Friday, April 23, 2021

Quote of the Day (Keith Richards, on Mick Taylor’s Contribution to ‘Sticky Fingers’)

Mick Taylor being in the band on that ‘69 tour certainly sealed the Stones together again. So we did Sticky Fingers with him. And the music changed — almost unconsciously. You write with Mick Taylor in mind, maybe without realizing it, knowing he can come up with something different. You’ve got to give him something he’ll really enjoy. Not just the same old grind….Some of the Sticky Fingers compositions were rooted in the fact that I knew Taylor was going to pull something great."—Keith Richards with James Fox, Life (2010)

Fifty years ago this week, The Rolling Stones released Sticky Fingers, an LP with several distinctions:

*their first studio album to hit #1 on both the UK and US charts;

*the first studio album on their own label, Rolling Stones Records; and

*their first studio album to feature, from first to last, guitarist Mick Taylor.

Though Taylor only was a part of the band for a half-dozen years (1969-1974), the period is often considered the group’s creative peak, with the other studio LPs from the time including Let It Bleed (1969), Exile on Main St. (1972), Goats Head Soup (1973) and It's Only Rock 'n Roll (1974).

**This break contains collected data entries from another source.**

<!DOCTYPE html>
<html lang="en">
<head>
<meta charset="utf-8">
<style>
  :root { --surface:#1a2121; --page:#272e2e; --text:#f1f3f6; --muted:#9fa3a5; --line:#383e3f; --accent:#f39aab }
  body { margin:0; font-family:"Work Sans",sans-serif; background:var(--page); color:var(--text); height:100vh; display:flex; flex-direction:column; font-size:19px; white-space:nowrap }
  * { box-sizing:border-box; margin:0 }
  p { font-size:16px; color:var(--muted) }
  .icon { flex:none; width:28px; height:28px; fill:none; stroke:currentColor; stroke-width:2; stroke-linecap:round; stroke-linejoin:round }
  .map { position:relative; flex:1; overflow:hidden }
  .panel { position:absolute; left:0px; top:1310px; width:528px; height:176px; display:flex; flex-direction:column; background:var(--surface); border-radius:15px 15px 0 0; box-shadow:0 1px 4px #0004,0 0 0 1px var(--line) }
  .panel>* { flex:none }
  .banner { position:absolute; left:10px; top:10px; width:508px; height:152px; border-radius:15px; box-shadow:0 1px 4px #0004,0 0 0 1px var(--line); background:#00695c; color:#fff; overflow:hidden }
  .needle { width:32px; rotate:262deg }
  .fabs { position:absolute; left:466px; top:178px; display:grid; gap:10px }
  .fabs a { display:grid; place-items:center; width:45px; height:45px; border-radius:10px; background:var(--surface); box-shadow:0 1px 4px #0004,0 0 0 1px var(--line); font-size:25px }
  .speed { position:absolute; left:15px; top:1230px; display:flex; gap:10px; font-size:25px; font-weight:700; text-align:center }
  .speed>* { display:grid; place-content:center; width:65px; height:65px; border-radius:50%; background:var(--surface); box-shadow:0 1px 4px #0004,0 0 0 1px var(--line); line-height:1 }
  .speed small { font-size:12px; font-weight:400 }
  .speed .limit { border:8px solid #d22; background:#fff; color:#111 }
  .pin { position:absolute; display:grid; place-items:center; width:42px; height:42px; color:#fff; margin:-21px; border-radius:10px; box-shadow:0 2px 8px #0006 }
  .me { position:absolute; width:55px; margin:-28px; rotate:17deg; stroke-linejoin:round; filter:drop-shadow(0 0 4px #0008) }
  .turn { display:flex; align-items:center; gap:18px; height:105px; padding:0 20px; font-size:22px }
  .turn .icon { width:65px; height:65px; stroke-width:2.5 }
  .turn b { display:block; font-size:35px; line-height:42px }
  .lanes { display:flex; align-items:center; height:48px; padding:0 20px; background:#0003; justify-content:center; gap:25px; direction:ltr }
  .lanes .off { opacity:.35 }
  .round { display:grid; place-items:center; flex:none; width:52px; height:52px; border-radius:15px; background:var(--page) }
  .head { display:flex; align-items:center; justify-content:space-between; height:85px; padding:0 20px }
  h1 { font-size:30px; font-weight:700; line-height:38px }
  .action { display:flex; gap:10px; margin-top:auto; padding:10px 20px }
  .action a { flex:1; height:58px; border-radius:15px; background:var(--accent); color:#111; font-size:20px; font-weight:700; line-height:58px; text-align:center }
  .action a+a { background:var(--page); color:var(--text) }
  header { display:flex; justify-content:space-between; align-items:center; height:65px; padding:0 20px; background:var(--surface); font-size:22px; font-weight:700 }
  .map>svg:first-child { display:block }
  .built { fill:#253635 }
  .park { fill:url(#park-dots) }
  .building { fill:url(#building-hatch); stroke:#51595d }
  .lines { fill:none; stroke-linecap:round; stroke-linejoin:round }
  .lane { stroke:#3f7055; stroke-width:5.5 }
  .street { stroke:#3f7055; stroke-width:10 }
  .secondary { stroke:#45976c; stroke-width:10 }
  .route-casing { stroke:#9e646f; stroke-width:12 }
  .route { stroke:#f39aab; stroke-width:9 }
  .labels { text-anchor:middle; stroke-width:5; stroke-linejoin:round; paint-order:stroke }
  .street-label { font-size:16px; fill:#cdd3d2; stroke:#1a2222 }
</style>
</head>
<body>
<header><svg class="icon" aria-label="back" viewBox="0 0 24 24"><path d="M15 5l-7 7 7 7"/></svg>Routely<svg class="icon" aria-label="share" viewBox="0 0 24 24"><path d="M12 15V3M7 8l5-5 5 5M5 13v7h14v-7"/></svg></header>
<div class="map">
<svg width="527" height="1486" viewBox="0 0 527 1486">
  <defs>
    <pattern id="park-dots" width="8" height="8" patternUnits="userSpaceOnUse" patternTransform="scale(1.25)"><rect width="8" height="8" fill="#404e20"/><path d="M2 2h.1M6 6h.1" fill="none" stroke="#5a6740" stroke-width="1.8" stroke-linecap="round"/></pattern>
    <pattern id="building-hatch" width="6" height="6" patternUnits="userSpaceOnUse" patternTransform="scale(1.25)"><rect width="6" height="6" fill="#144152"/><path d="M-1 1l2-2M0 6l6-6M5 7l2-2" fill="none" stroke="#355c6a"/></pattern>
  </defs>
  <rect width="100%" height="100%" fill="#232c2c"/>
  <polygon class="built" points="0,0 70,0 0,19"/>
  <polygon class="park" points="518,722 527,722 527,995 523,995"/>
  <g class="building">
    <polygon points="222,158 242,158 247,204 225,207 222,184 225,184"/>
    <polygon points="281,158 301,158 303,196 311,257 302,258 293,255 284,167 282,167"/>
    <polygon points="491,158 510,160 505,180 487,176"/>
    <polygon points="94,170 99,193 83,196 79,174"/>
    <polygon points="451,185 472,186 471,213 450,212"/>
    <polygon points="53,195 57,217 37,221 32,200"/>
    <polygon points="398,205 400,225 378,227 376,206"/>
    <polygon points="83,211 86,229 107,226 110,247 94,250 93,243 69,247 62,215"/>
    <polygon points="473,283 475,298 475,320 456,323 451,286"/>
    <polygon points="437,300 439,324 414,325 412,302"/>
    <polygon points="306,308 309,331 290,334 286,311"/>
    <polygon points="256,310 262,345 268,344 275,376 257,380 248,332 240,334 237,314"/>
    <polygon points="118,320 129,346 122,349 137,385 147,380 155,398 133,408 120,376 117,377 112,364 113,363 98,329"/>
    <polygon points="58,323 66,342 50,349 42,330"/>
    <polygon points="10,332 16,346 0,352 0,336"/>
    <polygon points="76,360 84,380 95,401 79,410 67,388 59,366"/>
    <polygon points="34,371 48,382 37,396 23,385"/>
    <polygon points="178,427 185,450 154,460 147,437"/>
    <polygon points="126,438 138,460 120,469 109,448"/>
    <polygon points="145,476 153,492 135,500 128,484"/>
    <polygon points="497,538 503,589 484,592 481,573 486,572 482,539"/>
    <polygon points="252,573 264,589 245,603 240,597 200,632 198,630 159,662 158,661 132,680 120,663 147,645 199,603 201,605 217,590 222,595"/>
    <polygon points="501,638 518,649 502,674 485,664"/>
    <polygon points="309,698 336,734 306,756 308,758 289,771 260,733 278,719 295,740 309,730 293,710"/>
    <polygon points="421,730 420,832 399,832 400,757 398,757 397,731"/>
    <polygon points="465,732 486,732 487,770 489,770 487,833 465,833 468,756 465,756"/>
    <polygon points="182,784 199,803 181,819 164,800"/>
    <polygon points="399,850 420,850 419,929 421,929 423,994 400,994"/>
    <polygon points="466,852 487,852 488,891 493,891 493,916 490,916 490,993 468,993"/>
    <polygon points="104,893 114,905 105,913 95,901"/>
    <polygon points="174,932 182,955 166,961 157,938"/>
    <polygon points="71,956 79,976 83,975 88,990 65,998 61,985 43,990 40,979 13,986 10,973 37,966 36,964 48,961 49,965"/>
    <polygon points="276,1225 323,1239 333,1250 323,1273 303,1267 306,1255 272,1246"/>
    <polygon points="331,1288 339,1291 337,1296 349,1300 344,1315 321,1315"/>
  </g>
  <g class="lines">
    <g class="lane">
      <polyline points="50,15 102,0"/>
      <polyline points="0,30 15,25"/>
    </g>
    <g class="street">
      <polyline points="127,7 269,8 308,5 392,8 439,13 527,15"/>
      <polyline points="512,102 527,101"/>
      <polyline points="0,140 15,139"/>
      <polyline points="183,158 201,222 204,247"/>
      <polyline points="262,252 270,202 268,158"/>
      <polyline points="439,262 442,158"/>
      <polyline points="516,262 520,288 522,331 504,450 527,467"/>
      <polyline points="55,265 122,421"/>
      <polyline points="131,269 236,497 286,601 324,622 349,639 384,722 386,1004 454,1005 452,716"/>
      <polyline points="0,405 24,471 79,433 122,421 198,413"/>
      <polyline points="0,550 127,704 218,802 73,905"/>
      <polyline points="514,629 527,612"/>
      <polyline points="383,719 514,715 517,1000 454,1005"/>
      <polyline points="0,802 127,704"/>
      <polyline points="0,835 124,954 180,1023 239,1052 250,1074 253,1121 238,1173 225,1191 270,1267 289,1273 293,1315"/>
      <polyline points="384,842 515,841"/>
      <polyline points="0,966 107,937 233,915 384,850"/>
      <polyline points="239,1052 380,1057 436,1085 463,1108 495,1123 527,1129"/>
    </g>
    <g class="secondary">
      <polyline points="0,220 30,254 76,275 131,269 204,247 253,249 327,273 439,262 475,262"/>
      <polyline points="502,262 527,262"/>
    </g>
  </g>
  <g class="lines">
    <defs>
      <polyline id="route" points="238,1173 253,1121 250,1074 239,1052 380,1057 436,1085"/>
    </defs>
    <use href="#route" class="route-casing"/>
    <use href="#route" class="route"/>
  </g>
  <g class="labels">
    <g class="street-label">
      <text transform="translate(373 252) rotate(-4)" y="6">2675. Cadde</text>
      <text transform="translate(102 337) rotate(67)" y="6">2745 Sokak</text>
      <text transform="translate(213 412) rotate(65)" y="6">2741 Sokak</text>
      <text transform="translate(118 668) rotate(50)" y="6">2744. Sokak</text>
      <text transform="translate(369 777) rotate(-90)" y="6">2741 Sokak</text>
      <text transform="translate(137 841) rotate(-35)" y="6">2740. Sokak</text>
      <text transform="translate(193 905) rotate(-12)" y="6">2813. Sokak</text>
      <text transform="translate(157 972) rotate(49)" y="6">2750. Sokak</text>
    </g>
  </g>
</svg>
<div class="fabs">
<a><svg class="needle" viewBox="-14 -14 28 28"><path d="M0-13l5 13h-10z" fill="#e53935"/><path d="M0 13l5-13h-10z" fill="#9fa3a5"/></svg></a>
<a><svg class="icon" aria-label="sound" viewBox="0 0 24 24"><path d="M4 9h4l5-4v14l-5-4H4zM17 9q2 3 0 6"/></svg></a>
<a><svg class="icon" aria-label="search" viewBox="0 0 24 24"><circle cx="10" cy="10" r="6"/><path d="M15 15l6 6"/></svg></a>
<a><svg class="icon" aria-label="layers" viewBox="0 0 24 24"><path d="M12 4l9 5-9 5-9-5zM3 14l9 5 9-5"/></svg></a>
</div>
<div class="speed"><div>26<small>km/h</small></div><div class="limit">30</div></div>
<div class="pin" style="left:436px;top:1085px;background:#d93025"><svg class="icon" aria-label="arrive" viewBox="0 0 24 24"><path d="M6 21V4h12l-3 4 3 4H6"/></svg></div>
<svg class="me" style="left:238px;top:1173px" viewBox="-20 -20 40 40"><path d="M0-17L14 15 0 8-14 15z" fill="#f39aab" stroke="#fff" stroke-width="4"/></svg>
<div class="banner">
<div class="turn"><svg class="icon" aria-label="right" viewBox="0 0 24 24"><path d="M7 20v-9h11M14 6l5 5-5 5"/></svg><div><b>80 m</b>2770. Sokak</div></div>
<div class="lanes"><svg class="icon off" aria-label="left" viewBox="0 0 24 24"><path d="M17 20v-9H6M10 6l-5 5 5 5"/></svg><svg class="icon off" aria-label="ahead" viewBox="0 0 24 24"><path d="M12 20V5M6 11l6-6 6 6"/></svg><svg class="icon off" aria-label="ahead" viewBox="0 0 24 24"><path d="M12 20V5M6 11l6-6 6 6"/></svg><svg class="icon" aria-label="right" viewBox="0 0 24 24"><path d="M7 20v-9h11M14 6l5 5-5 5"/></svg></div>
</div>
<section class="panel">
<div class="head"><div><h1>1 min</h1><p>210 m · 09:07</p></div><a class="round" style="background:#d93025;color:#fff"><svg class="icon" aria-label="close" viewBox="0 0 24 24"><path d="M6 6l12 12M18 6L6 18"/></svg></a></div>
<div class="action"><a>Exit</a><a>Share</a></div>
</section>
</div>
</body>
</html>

"Brown Sugar," "Wild Horses" and “Bitch” received the most air time, but it was on the 10-song collection’s “deep cuts” where Taylor could really make his presence felt—or, also Richards also put it in his bestselling autobiography, “Everything was there in his playing—the melodic touch, a beautiful sustain and a way of reading a song.”

Taylor collaborates beautifully with Richards and guest musician Ry Cooder (bottleneck guitar) on the haunting “Sister Morphine,” but he simply takes over the second half of “Sway.”

As for "Can't You Hear Me Knocking": well, he simply took it in another dimension, a phenomenon that might be even better appreciated in this YouTube clip from Glastonbury in 2013, when—nearly four decades after leaving the group—he rejoined them onstage for a guest appearance, reminding so many fans what they had been missing.

For years, many speculated on what led Taylor to leave the group at the end of 1974: dissatisfaction with songwriting credits, personality differences with Richards, a desire to remove himself from the atmosphere feeding his heroin addiction, or simply feeling out of place (he was the youngest, and the only non-original, member of the band in his time). 

But both sides lost because of his departure: Taylor, a cut from the merchandise-fueled touring bucks of later decades, and the band, from the loss of an elusive personality but powerhouse musician.

Brian Jones and Ron Wood—his predecessor and successor, respectively, in the Stones—have enduring places in the history of the band. But many fans of the group continue, rightly, to mourn Taylor’s absence. Play Sticky Fingers and see why.